Homework 5 – Tim Weninger, PhD

1. 15pts We have created a zips table under the cse30246 database; You should be able to access it via select * from zips limit 10. Use this table to answer the following questions. Make sure that you report the answer the first time you run the query, multiple uses of the same query get treated differently than the first run.

Note: There is no primary key (for educational purposes only – you should always have a primary key in any table), the city and state columns are not indexed and the city_idx column is indexed.

Tip: use the count(*) function, e.g., select count(*) from zips… to keep from returning millions of results for some queries.

Tip: Remember that you can use desc zips; in order to look at the schema of the table.

1a. I expanded the number of zip codes for this assignment. I basically added zeros to the zipcodes to create lots of data. How many rows are in this table?

1b. How long does it take to find the city where the zip code is 46556? Why is it so fast/slow?

Issue this query to get a random city and state.
SELECT city, state_id FROM zips ORDER BY RAND() LIMIT 1;
Write down the result – It is important that you use the city from this query in the remainder of problems in Q1 and Q2.

1c. How long does it take to find the zipcode records (from non-index city-column) with the same name as your randomly chosen city? Consider 1b and 1c – Explain the runtime difference, if any.

1d. Now try to find your zip code record using the indexed city_idx column. How long does it take? What is the difference between 1c and 1d? Explain the runtime difference, if any.

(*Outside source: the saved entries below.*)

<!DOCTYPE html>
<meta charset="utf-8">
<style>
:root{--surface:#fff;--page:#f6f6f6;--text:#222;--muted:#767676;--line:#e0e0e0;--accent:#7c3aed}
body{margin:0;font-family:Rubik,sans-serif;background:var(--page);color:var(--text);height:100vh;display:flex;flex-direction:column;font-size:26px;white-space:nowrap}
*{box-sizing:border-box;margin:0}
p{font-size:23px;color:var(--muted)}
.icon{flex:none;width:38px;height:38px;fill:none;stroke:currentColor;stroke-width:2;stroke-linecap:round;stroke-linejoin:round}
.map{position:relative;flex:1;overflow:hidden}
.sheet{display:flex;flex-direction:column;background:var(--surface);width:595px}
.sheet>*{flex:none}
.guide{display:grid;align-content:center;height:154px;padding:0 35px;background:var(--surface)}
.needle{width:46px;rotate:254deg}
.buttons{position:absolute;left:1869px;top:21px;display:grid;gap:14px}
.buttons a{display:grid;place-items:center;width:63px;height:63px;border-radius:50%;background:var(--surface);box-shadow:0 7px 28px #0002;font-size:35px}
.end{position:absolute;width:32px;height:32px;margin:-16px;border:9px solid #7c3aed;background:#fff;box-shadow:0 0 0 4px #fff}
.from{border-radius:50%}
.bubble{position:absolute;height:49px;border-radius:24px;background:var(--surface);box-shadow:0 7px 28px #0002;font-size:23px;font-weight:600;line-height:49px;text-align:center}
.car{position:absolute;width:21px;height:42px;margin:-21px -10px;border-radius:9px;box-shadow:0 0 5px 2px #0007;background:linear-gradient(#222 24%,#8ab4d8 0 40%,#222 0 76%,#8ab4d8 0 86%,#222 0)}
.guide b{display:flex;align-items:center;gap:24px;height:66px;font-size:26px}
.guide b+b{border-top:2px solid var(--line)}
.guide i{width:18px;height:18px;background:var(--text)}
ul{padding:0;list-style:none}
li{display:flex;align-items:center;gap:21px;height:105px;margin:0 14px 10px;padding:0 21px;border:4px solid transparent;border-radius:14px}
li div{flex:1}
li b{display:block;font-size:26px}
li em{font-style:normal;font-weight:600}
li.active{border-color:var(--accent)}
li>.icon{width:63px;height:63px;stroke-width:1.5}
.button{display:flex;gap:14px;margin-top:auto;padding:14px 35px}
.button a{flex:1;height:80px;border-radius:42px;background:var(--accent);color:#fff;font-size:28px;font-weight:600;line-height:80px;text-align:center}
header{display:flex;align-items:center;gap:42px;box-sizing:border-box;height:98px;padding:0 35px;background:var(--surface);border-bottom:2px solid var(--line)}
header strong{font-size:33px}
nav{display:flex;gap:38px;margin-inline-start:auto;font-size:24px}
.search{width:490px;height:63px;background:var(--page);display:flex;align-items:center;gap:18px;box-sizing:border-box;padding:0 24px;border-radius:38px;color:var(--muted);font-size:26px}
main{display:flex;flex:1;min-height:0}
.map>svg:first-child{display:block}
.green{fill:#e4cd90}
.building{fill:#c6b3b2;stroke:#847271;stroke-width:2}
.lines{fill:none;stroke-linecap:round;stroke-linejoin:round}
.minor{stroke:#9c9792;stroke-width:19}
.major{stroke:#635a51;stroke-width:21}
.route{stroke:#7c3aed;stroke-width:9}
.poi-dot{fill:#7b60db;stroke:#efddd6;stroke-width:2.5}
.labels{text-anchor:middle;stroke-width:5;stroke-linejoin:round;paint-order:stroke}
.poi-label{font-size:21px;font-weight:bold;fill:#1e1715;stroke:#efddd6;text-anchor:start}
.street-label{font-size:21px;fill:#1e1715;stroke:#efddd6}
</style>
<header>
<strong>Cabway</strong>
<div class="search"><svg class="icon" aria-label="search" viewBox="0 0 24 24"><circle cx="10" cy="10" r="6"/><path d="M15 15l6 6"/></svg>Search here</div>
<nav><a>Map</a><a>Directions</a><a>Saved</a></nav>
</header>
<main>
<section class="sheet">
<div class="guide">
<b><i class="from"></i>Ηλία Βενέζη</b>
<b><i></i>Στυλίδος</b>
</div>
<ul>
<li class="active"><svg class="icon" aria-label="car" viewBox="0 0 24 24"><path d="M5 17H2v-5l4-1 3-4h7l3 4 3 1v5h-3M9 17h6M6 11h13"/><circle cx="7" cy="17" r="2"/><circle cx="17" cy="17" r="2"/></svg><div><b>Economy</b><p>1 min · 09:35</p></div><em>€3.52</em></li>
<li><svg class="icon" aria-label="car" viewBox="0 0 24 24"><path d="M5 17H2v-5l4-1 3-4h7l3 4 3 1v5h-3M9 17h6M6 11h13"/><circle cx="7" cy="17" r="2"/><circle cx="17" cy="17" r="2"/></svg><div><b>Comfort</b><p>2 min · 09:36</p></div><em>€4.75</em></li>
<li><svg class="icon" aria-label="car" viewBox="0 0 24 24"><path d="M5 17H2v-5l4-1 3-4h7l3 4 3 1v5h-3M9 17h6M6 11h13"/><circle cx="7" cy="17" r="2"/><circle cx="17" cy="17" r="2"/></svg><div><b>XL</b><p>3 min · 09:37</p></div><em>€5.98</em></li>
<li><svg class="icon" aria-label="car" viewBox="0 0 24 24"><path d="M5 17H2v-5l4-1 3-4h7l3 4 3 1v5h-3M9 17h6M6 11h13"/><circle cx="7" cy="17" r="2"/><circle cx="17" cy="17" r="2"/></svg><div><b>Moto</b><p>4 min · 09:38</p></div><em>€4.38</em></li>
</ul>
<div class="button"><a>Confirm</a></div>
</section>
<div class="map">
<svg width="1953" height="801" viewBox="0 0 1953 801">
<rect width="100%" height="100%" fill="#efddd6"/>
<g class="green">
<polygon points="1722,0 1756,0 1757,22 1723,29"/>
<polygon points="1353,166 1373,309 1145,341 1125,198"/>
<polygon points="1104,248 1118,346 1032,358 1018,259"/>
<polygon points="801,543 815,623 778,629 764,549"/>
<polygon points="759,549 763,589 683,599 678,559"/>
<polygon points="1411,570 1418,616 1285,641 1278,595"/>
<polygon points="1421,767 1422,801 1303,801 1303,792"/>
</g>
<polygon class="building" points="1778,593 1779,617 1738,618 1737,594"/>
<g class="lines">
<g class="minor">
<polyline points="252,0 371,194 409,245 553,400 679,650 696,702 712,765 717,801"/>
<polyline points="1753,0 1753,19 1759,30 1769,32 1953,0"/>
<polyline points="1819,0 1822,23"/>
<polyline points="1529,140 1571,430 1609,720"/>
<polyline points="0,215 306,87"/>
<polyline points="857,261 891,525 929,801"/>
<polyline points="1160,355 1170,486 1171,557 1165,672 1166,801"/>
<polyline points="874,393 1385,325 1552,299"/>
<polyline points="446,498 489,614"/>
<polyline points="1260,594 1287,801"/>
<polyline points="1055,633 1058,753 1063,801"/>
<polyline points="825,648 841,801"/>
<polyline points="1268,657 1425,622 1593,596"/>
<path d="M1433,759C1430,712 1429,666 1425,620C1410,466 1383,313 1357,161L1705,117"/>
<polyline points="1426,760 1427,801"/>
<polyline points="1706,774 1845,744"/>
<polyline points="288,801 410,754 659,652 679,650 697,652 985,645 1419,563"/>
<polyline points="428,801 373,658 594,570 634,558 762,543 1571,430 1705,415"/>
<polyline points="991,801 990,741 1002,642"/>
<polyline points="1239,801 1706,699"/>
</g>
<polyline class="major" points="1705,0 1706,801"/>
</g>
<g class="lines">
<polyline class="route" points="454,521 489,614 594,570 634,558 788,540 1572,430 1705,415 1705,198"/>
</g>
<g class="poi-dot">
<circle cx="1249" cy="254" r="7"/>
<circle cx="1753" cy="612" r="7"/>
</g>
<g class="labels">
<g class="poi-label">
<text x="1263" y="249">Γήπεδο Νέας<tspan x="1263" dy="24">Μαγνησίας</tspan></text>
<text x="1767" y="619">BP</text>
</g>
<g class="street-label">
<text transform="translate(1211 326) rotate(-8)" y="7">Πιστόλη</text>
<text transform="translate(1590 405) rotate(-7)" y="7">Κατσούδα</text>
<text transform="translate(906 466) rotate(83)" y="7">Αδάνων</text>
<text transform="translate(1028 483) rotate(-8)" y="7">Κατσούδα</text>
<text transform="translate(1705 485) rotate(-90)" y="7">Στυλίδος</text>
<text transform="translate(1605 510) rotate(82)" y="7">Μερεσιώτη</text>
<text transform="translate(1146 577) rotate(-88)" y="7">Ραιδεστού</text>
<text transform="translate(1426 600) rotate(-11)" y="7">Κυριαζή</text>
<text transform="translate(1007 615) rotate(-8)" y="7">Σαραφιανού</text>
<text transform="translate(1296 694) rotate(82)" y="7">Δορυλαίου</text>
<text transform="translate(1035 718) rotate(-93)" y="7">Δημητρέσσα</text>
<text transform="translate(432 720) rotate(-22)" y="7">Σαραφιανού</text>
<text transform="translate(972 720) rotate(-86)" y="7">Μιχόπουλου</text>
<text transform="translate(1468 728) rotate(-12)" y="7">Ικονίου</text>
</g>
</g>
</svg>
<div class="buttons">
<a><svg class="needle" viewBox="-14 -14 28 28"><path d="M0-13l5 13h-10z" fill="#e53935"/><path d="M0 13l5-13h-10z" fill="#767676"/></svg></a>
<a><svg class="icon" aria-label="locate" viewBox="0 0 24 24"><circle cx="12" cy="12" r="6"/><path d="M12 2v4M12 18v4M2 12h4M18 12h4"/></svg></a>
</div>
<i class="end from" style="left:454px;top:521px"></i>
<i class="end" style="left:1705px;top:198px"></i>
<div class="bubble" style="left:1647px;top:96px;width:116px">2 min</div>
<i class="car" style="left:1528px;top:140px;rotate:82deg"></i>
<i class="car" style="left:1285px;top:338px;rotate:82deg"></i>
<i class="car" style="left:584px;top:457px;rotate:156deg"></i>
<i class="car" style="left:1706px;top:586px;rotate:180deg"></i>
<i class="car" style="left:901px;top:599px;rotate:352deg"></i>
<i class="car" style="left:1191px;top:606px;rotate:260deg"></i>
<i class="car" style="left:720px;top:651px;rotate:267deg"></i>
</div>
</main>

1e. For this query, remove the last three letters of your city’s name, for example, if you have ‘South Bend’, query for all records starting with ‘South B’. How long does it take to find all records starting with the first few letters of your city using the non-index city-column? Remember to use the LIKE keyword. Consider 1e and 1c. Why does one take longer than the other?

1f. Now try the same few letters to find the zip code records of your city using the indexed city column. How long does it take? Consider 1f and 1e. Does one take longer than the other? Why?

1g. We could also try to look up cities ending with the last two letters of your city. For example, if your city is ‘South Bend’, you should query for all cities ending with ‘nd’. Using the non-indexed city-column, how long does this take?

1h. Now try using the indexed column city_idx to find cities ending with the same two letters as your city. How long does this take? Compare and explain the runtimes of 1g and 1h. How much does the index help in this circumstance? Why?

1i. Interestingly, zip codes generally decrease from west to east (California has 90000, and New York has 10000). How long does it take to count the zip codes greater than 20000 and less than 80000?

1j. MySql allows lexigraphical ordering of strings (A<B<a<b<c). How long does it take to discover how many cities are “greater” than the full name of your city using the non-index city column?

1k. How long does it take to discover how many cities are greater than the full name of your city using the index city column? Consider 1k and 1j. How much better is the index compared to the non-indexed query? Explain the results.

2. Go work on your project. The best projects are from groups that steadily make progress every week.

3. 15 pts I have also added an industry table into the database called industry_records that contains statistics on the number of companies in a location. This table contains the number of establishments from the Census Bureau https://www2.census.gov/programs-surveys/cbp/technical-documentation/records-layouts/noise-layout/zip_detail_layout.txt and contains items that you can join to the zips table. However, the only way to join these two tables is via the zip column.

For these queries use your city and city’s state. For example,
… zips.city_idx = 'South Bend' and zips.state_id = 'IN' and zips.zip <= 99999…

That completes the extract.